- TASK STATEMENT
In the entries below, the word "serif" appears on some lines. Copy each of those lines.

[Collected data entries]
———

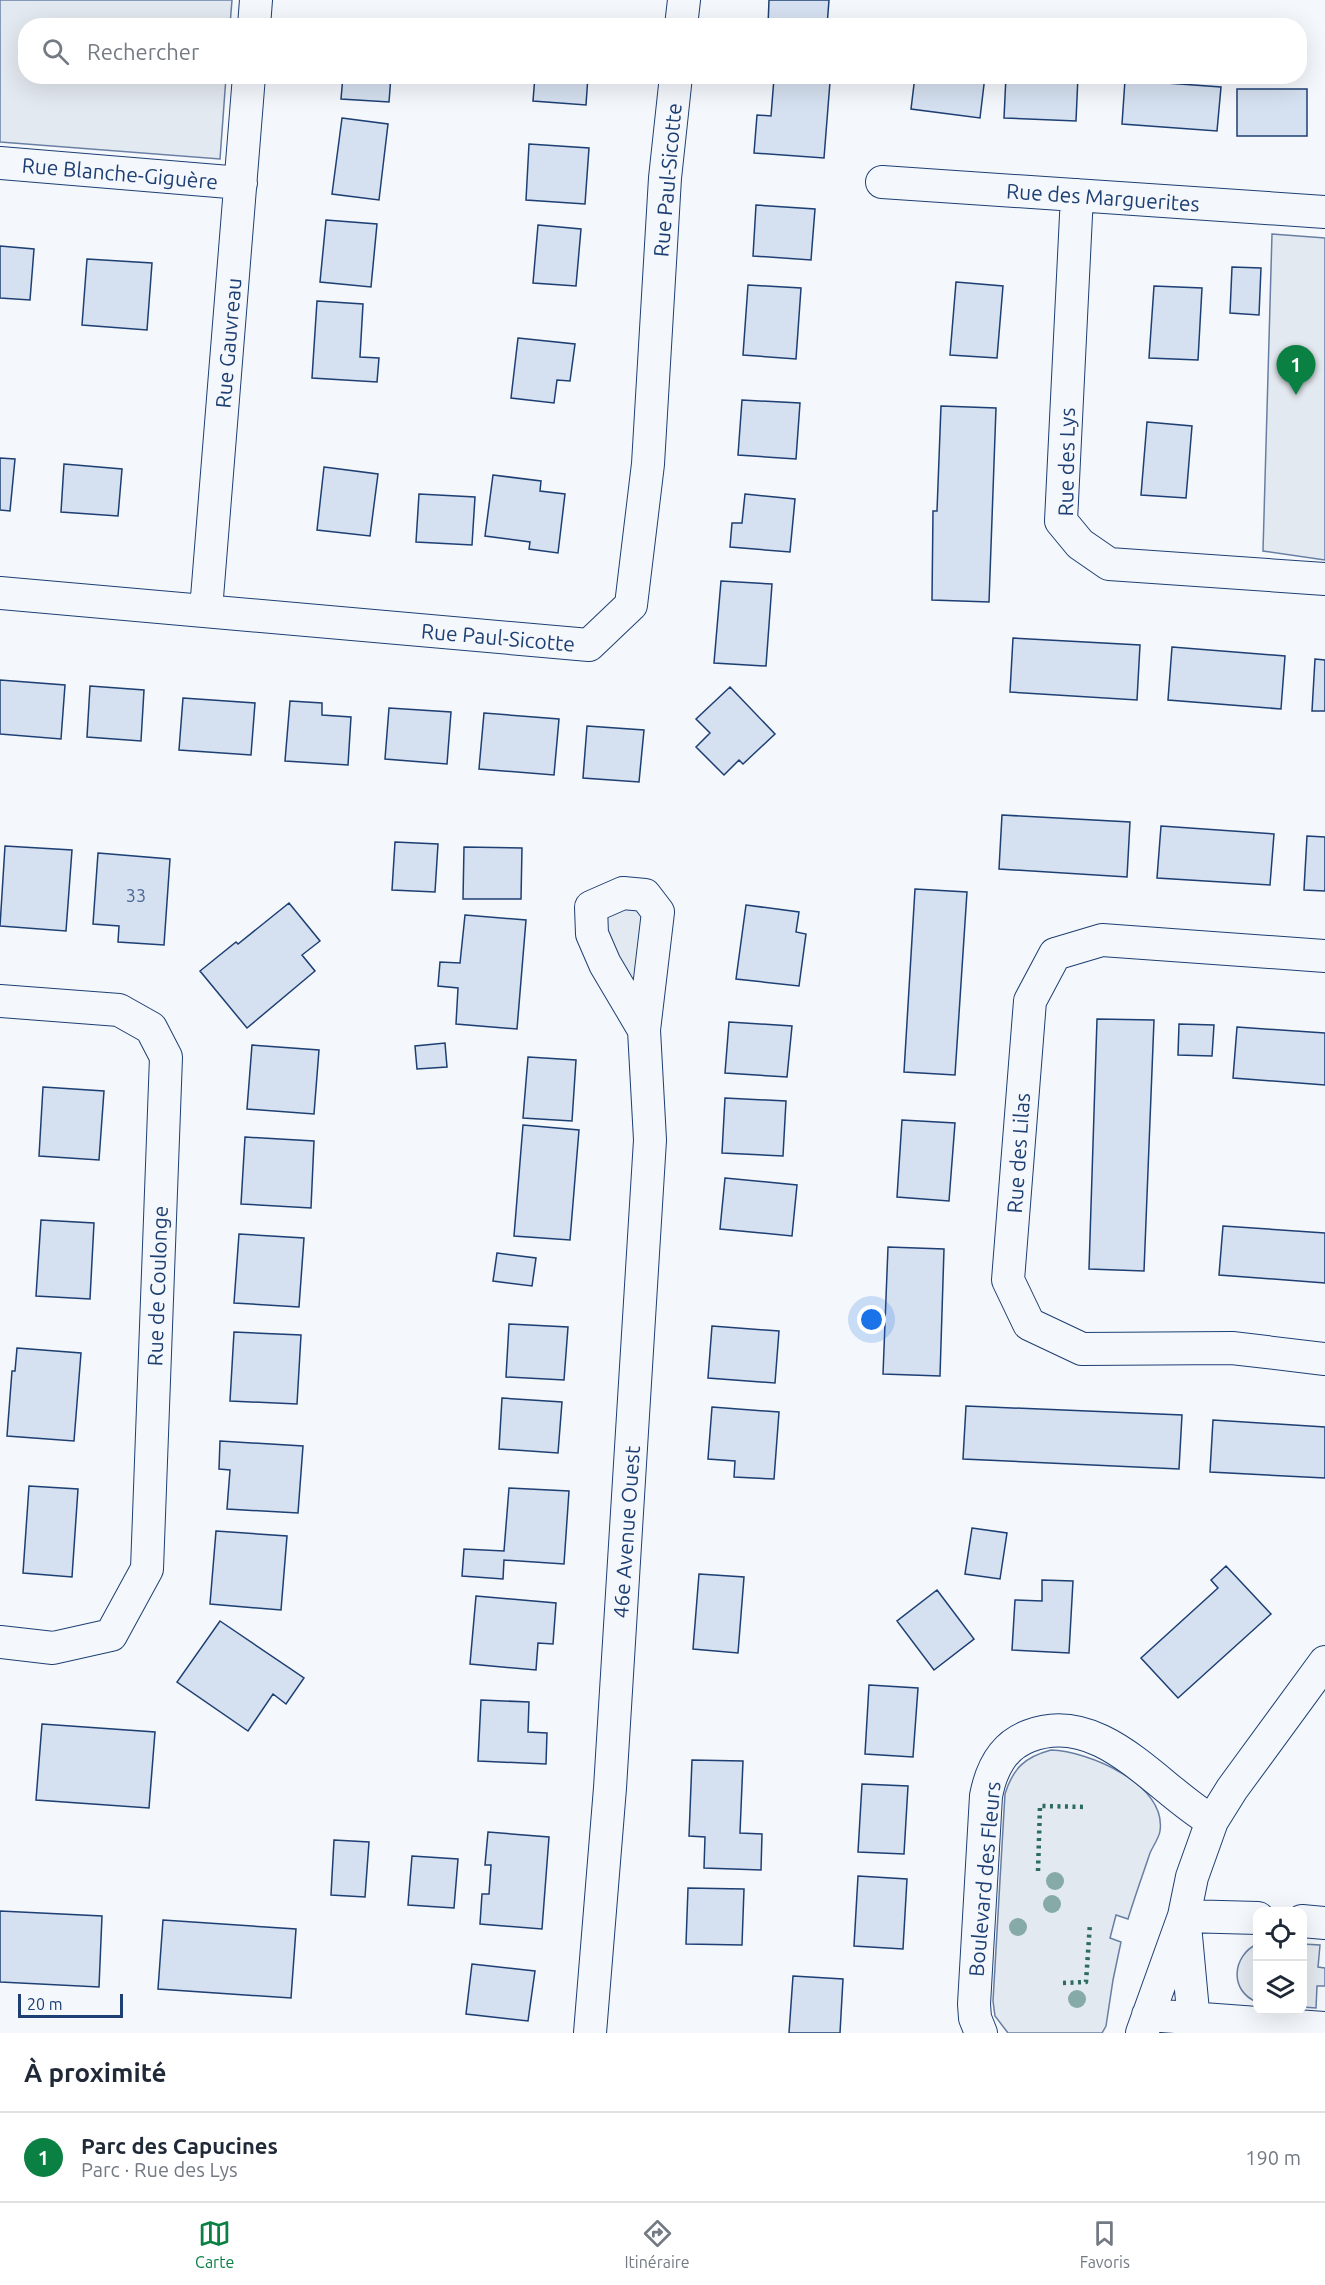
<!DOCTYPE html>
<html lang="fr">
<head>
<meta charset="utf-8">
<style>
	:root { --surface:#fff; --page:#f6f6f7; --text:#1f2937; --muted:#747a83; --line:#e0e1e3; --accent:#0b8043 }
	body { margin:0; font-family:Ubuntu,sans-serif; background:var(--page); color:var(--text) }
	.controls { position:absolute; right:18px; bottom:18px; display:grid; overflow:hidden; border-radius:12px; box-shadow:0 6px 24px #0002 }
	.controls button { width:54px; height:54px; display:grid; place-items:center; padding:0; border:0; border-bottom:2px solid var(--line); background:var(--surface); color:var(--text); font:30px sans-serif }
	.scale { position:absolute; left:18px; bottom:15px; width:105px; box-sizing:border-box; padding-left:6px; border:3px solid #1d3f73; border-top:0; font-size:16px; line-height:21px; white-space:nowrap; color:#1d3f73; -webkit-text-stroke:4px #f4f7fb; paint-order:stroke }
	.you { position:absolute; left:872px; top:1320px; width:21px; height:21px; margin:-15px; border:4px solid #fff; border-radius:50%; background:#1a73e8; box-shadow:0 0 0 9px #1a73e833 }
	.badge { display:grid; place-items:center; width:39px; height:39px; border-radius:50%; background:var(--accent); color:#fff; font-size:20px; font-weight:700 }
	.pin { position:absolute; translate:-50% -50px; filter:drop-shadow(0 2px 3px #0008) }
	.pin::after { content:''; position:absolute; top:32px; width:21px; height:18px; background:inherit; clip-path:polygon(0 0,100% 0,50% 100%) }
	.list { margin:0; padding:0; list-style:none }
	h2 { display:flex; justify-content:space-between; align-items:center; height:78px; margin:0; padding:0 24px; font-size:26px }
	h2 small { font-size:20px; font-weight:400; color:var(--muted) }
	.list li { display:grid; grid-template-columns:39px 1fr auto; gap:18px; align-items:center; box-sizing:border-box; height:90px; padding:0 24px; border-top:2px solid var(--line) }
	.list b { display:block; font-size:22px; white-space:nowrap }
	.list p { margin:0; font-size:20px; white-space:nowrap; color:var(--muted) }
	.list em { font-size:20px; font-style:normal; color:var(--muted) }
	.icon { flex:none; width:33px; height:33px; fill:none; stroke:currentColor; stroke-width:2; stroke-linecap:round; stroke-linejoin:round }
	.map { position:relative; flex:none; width:1325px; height:2033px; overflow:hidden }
	.search { position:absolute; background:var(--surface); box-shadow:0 6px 24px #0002; left:18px; right:18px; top:18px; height:66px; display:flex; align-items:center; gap:15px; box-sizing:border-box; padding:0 21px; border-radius:24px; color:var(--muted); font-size:22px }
	.sheet { height:168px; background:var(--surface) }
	nav { display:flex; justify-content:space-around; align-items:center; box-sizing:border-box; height:84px; border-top:2px solid var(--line); background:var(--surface); font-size:16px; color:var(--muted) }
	nav a { display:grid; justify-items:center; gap:3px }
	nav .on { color:var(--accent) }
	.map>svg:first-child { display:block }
	.green { fill:#e3e9f0; stroke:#687fa3; stroke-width:1.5 }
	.building { fill:#d5e0f0; stroke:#1d3f73; stroke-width:1.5 }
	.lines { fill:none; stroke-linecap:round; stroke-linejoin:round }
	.street-casing { stroke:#1d3f73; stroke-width:34 }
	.street { stroke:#f4f7fb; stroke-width:32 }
	.hedge { stroke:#2c6c60; stroke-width:4.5; stroke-dasharray:3 4.5; stroke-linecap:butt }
	.tree { fill:#86aba6 }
	.labels { text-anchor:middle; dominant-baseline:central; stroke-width:4.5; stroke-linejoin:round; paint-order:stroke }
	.number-label { font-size:18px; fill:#4b6792 }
	.street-label { font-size:21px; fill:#1d3f73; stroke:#f4f7fb }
</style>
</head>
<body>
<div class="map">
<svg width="1325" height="2033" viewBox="0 0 1325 2033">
	<rect width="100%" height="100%" fill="#f4f7fb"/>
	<path class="green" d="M0,0h232l-2,25 -204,1v50l200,1 -6,82 -220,-17z
		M1272,234l53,4v322l-62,-9z
		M622,900l27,15 -14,86 -36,-90z
		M1051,1750c37,1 116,34 109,81 -1,7 -7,15 -10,22 -7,21 -15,43 -22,66l-12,-4 -6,23 11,4 -8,38 -7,46 -4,7h-94l-13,-17 -2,-15 12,-207c8,-26 20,-37 46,-44z
		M1257,1944v58c-28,-11 -25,-46 0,-58z
		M1302,1944l18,1 -2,22 7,1v18h-8l-1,22 -13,-1z"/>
	<path class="building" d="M769,0h60l-2,26h-59z
		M343,76h48l-2,26 -48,-3z
		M535,76h53l-2,29 -53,-4z
		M915,76h70l-5,42 -69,-9z
		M1006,76h72l-2,45 -72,-3z
		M774,78l56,4 -6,76 -70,-5 3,-38 14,1z
		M1125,80l96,7 -4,44 -95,-7z
		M1237,89h70v47h-70z
		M342,118l46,6 -9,76 -47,-6z
		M529,144l60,4 -4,56 -59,-4z
		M756,205l59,4 -4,51 -58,-4z
		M326,220l51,4 -6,63 -51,-5z
		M538,225l43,4 -5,57 -43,-3z
		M0,246l34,3 -4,51 -30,-2z
		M87,259l65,4 -5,67 -65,-5z
		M1232,267l29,1 -2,47 -29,-2z
		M956,282l47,4 -6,72 -47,-3z
		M748,285l53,3 -5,71 -53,-4z
		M1154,286l48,2 -4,72 -49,-2z
		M317,301l46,3 -3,53 19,1 -2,24 -65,-4z
		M518,338l57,6 -5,37 -13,-1 -3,23 -43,-5z
		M742,400l58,3 -4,56 -58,-4z
		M941,406l55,2 -7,194 -57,-2 1,-89h4z
		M1147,422l45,4 -6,72 -45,-3z
		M0,458l15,1 -5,52 -10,-1z
		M64,464l58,5 -4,47 -57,-4z
		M324,467l54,7 -8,62 -53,-6z
		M493,475l48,6 -1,10 25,3 -7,59 -29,-4 1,-7 -45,-6z
		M419,494l56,3 -3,48 -56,-3z
		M745,494l50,5 -5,53 -60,-5 2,-24h10z
		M721,581l51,3 -6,82 -52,-3z
		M1013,638l127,7 -3,55 -127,-8z
		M1172,647l113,9 -4,53 -113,-9z
		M1315,659l10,1v51h-13z
		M0,680l65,5 -4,54 -61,-5z
		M90,686l54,4 -3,51 -54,-4z
		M730,687l45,47 -32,30 -4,-4 -15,15 -28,-28 14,-14 -14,-14z
		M183,698l72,5 -4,52 -72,-5z
		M290,701l32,2v12l29,2 -3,48 -63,-4z
		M389,708l62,4 -4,52 -62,-5z
		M484,713l75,6 -5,56 -75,-6z
		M587,726l57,4 -5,52 -56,-4z
		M1002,815l128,7 -3,55 -128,-8z
		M1161,826l113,8 -4,51 -113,-7z
		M1307,836l18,1v54l-21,-1z
		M395,842l43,2 -3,48 -43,-2z
		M5,846l67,4 -6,81 -66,-5z
		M464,847l58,1 -1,51h-58z
		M98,853l72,6 -6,86 -46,-3 1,-16 -26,-2z
		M915,889l52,3 -12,183 -51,-3z
		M289,903l31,38 -18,14 13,16 -68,57 -47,-57 36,-29 2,2z
		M746,905l53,7 -3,20 10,2 -7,52 -63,-7z
		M465,915l61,5 -9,109 -61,-5 2,-36 -20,-2 2,-24 20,1z
		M1097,1019l57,1 -10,251 -55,-2z
		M729,1022l63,4 -5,51 -62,-4z
		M1179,1024l35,1 -2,31 -34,-1z
		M1237,1027l88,6v52l-92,-7z
		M445,1043l2,24 -30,2 -2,-23z
		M252,1045l67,5 -5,64 -67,-5z
		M528,1057l48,3 -4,61 -49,-3z
		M43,1087l61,4 -5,69 -60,-4z
		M725,1098l61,3 -3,55 -61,-3z
		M902,1120l53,3 -6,78 -52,-4z
		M523,1125l56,5 -9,110 -56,-4z
		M245,1137l69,4 -3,67 -70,-4z
		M725,1178l72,7 -5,51 -72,-7z
		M41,1220l53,3 -4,76 -54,-3z
		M1223,1226l102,7v50l-106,-8z
		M239,1234l65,4 -5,69 -65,-4z
		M888,1247l56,2 -4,127 -57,-2z
		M497,1253l39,5 -4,28 -39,-5z
		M509,1324l59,3 -4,53 -58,-3z
		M712,1326l67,5 -4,52 -67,-5z
		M234,1332l67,3 -4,69 -67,-3z
		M17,1348l64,5 -7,88 -67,-5 5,-65h3z
		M502,1398l60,4 -4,51 -59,-4z
		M966,1406l216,9 -3,54 -216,-10z
		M712,1407l67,5 -5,67 -40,-2 1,-16 -27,-2z
		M1213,1420l112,7v51l-115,-6z
		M220,1441l83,5 -5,67 -71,-4 3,-39 -11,-1z
		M29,1486l49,3 -6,88 -49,-4z
		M509,1488l60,3 -5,73 -60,-4 -1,19 -41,-3 2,-27 40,2z
		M972,1528l35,5 -7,46 -35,-5z
		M216,1531l71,5 -6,74 -71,-6z
		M1226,1566l45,48 -93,84 -37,-40 77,-70 -7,-8z
		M699,1574l45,3 -6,76 -45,-4z
		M1042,1580l31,1 -4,72 -57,-3 3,-50 27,1z
		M937,1590l37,49 -40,31 -37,-49z
		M476,1596l80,7 -3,41 -15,-1 -2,27 -66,-6z
		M220,1621l84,57 -18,26 -13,-10 -25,37 -71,-49z
		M869,1685l49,3 -5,69 -48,-3z
		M481,1700l48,2 -1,30 19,1 -1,31 -68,-3z
		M42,1724l113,8 -6,76 -113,-8z
		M692,1760l51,1 -3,72 22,1 -1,36 -57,-2 1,-31 -16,-1z
		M862,1784l46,2 -4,68 -46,-2z
		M488,1832l61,5 -7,92 -62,-5 2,-30h7l2,-29h-6z
		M334,1840l35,2 -4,55 -34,-2z
		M412,1856l46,3 -4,49 -46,-3z
		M858,1876l49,3 -4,70 -49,-3z
		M688,1888l56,1 -2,56 -56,-1z
		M0,1911l102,5 -3,71 -99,-5z
		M163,1920l133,9 -5,69 -133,-9z
		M472,1964l63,7 -7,50 -62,-7z
		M793,1976l50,3 -3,54h-51z"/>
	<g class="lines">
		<defs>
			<path id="street" d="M254,26l2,-26
				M681,26l3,-26
				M0,163l241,20
				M882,182l443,30
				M1077,195l-16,326 19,23 29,20 216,15
				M0,593l589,52 42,-40 17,-141 17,-286 11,-102
				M206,610l43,-534
				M1325,956l-223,-16 -47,14 -25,47 -22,279 21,44 53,25 150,-1 93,11
				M0,1001l119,9 32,18 15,29 -19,512 -36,66 -58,13 -53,-6
				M1184,1916l74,2
				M1302,1921l23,2
				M1185,1925l10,108
				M1148,2015l177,13
				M590,2033l20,-245 40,-648 -6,-110 14,-118 -13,-17 -22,-2 -32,14 1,27 13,30 39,66
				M981,2033l-6,-15 -1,-14 12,-208c5,-26 16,-50 43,-60 72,-28 129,54 183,85
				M1142,2033l42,-117 8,-39 20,-56 20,-32 93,-127"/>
		</defs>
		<use href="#street" class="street-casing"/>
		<use href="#street" class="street"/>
		<path class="hedge" d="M1038,1871l2,-65 47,1
			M1063,1983l23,-1 4,-59"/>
	</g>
	<g class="tree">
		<circle cx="1055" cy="1881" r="9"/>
		<circle cx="1052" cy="1904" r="9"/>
		<circle cx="1018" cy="1927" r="9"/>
		<circle cx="1077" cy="1999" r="9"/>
	</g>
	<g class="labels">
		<g class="number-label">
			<text x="136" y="895">33</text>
		</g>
		<g class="street-label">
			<text transform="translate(120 173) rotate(5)">Rue Blanche-Giguère</text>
			<text transform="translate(667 180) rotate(-85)">Rue Paul-Sicotte</text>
			<text transform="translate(1103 197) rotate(4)">Rue des Marguerites</text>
			<text transform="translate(228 343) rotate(-85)">Rue Gauvreau</text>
			<text transform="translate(1066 462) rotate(-89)">Rue des Lys</text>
			<text transform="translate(498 637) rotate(5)">Rue Paul-Sicotte</text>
			<text transform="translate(1018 1153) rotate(-86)">Rue des Lilas</text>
			<text transform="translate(157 1286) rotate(-88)">Rue de Coulonge</text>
			<text transform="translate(626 1532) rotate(-86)">46e Avenue Ouest</text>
			<text transform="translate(984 1879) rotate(-85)">Boulevard des Fleurs</text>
		</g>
	</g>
</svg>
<div class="controls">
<button><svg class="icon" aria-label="locate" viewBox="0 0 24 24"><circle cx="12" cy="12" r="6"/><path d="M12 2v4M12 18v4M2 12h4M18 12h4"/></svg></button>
<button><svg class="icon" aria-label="layers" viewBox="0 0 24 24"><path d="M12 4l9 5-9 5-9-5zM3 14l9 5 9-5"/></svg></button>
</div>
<div class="scale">20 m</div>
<div class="you"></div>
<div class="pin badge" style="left:1296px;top:395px">1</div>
<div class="search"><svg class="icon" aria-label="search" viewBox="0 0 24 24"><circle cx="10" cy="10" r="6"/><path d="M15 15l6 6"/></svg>Rechercher</div>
</div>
<section class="sheet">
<h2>À proximité<small></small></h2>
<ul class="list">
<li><span class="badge">1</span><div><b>Parc des Capucines</b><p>Parc · Rue des Lys</p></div><em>190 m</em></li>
</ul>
</section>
<nav>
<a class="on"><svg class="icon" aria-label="map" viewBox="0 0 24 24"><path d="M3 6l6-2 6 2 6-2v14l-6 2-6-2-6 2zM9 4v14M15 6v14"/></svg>Carte</a>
<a><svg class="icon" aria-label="directions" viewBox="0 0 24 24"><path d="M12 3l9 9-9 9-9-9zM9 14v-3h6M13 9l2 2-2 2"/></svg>Itinéraire</a>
<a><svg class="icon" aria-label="saved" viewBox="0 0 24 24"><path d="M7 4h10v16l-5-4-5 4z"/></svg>Favoris</a>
</nav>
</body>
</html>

———

- ANSWER FOR THE TASK
	body { margin:0; font-family:Ubuntu,sans-serif; background:var(--page); color:var(--text) }
	.controls button { width:54px; height:54px; display:grid; place-items:center; padding:0; border:0; border-bottom:2px solid var(--line); background:var(--surface); color:var(--text); font:30px sans-serif }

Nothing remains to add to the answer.